Department of Mechanical Engineering, Graduate School of Science and Engineering, Ehime University, Matsuyama 790-8577, Japan.
Sensors (Basel). 2021 Apr 16;21(8):2814. doi: 10.3390/s21082814.
For the effective application of thriving human-assistive technologies in healthcare services and human-robot collaborative tasks, computing devices must be aware of human movements. Developing a reliable real-time activity recognition method for the continuous and smooth operation of such smart devices is imperative. To achieve this, light and intelligent methods that use ubiquitous sensors are pivotal. In this study, with the correlation of time series data in mind, a new method of data structuring for deeper feature extraction is introduced herein. The activity data were collected using a smartphone with the help of an exclusively developed iOS application. Data from eight activities were shaped into single and double-channels to extract deep temporal and spatial features of the signals. In addition to the time domain, raw data were represented via the Fourier and wavelet domains. Among the several neural network models used to fit the deep-learning classification of the activities, a convolutional neural network with a double-channeled time-domain input performed well. This method was further evaluated using other public datasets, and better performance was obtained. The practicability of the trained model was finally tested on a computer and a smartphone in real-time, where it demonstrated promising results.

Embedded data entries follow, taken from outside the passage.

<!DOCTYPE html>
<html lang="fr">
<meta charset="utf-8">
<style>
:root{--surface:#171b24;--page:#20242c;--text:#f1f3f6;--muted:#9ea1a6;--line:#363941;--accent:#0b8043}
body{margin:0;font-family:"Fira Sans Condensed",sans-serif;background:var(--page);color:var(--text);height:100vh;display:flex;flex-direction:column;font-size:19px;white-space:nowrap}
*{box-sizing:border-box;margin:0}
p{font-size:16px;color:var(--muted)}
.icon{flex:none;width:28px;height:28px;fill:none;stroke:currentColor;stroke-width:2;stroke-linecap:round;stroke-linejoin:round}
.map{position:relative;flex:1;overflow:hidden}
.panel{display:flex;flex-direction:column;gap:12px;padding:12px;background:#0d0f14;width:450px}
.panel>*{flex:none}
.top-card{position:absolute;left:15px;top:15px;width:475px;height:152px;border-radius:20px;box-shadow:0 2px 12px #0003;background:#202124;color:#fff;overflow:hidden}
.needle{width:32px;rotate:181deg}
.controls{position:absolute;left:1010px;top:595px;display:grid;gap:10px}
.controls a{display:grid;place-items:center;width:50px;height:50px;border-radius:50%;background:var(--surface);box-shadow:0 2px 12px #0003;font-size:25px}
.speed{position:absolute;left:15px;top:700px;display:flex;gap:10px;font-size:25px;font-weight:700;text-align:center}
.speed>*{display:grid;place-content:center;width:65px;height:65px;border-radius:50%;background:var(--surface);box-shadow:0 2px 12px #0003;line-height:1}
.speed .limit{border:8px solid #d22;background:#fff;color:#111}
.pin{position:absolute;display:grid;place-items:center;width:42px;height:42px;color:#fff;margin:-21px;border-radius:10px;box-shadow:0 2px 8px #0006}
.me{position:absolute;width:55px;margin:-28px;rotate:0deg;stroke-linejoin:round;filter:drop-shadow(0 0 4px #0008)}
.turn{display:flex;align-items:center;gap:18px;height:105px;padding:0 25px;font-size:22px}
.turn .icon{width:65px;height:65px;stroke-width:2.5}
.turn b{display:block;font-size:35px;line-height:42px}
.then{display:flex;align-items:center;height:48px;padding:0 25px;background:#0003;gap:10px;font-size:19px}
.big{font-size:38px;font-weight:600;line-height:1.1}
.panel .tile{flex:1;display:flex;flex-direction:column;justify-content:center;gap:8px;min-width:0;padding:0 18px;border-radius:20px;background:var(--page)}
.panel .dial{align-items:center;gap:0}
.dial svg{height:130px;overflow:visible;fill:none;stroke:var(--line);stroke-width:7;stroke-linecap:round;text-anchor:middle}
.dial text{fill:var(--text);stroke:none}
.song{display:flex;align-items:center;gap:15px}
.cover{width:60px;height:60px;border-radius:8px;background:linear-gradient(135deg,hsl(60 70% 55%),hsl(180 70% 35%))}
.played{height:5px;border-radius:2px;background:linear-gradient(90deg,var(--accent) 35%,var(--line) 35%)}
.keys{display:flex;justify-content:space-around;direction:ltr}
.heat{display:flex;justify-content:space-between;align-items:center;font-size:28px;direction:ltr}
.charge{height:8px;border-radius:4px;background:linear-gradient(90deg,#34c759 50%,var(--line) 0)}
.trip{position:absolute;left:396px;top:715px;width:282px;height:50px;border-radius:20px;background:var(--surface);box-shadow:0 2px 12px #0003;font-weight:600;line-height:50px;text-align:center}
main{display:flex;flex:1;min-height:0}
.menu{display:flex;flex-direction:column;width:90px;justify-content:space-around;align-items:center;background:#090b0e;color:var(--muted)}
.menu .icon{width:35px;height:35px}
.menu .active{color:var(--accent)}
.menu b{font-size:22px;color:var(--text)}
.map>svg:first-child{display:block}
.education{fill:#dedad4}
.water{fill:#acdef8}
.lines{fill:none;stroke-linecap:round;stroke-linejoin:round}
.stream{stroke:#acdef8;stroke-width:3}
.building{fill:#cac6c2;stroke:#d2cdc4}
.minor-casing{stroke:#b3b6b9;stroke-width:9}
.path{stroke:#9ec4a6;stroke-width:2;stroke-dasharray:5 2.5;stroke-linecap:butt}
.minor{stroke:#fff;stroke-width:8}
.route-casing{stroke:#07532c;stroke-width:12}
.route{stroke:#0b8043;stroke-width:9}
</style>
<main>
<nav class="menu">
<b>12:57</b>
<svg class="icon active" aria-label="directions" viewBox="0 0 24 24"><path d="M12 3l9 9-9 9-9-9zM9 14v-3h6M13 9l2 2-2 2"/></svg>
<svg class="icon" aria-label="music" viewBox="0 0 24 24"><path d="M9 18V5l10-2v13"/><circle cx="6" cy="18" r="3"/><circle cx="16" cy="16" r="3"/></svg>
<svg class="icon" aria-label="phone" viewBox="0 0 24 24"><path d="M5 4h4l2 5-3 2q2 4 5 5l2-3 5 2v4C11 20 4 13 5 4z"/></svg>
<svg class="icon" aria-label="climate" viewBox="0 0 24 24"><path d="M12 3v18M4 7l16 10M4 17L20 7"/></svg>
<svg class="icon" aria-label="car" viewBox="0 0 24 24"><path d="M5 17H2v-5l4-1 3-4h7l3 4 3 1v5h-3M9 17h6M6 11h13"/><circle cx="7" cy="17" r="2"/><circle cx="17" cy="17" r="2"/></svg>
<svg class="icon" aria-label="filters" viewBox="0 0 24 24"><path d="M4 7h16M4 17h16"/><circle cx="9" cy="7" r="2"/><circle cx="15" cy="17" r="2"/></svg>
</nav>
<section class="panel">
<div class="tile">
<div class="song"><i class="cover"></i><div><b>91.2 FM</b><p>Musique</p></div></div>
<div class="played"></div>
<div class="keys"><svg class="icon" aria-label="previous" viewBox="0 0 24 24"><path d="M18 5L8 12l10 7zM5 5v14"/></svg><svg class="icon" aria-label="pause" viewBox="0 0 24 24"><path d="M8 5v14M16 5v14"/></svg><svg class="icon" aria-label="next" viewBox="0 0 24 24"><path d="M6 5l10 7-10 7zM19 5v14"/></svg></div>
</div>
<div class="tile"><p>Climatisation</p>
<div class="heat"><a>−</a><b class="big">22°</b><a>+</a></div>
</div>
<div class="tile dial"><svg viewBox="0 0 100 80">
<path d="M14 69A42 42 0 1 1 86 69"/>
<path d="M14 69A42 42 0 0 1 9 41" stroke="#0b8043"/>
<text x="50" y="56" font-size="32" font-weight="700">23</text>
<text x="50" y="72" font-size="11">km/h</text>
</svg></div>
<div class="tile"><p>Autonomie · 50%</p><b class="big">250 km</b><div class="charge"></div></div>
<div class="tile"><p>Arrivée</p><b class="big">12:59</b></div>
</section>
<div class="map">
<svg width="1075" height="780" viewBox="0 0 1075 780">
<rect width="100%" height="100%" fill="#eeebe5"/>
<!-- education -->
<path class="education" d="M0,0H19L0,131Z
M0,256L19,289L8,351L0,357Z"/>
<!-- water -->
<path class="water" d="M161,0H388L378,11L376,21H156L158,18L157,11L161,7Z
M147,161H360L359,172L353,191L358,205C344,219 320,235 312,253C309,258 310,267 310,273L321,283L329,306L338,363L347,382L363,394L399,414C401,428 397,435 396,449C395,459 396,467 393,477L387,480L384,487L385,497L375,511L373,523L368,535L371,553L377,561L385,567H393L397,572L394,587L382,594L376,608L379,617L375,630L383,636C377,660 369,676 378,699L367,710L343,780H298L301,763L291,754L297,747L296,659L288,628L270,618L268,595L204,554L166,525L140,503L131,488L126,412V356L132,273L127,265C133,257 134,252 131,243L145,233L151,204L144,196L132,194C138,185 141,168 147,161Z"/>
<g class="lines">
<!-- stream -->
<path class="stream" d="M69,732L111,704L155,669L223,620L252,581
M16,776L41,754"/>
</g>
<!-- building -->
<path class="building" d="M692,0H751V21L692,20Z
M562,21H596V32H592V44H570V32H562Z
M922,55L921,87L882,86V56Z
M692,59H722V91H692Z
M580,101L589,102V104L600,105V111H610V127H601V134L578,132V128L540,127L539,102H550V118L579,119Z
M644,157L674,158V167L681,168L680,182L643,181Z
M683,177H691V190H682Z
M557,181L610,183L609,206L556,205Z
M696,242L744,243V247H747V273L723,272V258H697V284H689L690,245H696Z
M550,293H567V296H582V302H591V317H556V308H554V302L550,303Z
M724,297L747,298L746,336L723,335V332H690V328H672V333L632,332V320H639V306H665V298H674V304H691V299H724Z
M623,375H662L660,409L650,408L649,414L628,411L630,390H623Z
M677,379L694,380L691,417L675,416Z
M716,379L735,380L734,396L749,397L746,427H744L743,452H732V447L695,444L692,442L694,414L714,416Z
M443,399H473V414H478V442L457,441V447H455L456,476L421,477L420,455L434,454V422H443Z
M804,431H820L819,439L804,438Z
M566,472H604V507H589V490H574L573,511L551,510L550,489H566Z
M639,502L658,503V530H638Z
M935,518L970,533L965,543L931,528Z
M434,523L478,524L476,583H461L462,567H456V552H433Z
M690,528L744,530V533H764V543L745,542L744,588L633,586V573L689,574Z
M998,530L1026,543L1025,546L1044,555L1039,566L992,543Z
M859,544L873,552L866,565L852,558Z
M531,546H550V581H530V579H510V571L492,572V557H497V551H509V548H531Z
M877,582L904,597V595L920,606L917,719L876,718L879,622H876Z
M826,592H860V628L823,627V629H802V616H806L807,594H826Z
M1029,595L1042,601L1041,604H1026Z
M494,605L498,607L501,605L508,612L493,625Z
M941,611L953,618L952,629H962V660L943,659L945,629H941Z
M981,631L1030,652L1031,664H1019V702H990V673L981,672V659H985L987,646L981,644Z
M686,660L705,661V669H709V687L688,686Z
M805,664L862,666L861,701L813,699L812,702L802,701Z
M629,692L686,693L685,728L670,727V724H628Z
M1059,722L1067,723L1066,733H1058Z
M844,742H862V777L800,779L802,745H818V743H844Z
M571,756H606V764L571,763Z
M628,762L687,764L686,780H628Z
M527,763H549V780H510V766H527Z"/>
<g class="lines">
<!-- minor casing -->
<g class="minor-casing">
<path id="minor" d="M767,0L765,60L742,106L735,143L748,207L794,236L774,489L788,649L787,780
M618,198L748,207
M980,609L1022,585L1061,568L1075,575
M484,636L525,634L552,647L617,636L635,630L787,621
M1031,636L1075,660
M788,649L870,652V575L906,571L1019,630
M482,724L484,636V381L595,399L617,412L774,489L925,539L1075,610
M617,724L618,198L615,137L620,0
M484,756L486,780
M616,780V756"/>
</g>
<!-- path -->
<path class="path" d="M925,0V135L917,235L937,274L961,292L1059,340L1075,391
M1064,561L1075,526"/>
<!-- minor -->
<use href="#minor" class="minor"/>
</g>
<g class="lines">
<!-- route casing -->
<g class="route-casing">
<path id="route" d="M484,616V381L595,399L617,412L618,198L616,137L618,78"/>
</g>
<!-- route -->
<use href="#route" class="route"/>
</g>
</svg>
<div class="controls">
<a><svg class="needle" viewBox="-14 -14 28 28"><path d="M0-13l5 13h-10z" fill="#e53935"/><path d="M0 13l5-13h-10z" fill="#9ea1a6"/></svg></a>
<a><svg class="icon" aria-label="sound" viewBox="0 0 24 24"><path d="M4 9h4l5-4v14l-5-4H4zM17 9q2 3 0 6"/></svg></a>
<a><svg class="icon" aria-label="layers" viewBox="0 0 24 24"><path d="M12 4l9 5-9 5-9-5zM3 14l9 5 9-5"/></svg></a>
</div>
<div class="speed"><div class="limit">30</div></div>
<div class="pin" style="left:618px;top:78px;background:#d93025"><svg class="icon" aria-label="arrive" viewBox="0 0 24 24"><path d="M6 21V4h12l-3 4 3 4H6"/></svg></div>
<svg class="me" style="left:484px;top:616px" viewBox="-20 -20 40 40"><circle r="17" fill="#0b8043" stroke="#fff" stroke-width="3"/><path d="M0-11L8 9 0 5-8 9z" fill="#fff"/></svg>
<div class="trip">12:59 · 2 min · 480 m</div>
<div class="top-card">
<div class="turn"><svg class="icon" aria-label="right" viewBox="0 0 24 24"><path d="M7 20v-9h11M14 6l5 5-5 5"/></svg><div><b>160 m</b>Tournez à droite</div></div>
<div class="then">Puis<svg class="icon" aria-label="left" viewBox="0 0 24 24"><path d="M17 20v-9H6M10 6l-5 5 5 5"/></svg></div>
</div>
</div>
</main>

为了在医疗保健服务和人机协作任务中有效应用蓬勃发展的人类辅助技术,计算设备必须能够感知人类的动作。开发一种可靠的实时活动识别方法,以确保这些智能设备的连续和顺畅运行是至关重要的。为此,使用无处不在的传感器的轻量级和智能方法是关键。在这项研究中,考虑到时间序列数据的相关性,本文引入了一种新的数据结构方法,用于更深层次的特征提取。活动数据是使用智能手机在专门开发的 iOS 应用程序的帮助下收集的。将八个活动的数据分别构造成单通道和双通道,以提取信号的深层时间和空间特征。除了时域,原始数据还通过傅里叶域和小波域表示。在用于拟合活动的深度学习分类的几个神经网络模型中,具有双通道时域输入的卷积神经网络表现良好。该方法还使用其他公共数据集进行了评估,获得了更好的性能。最后,在计算机和智能手机上实时测试了经过训练的模型的实用性,结果表明其具有很大的应用潜力。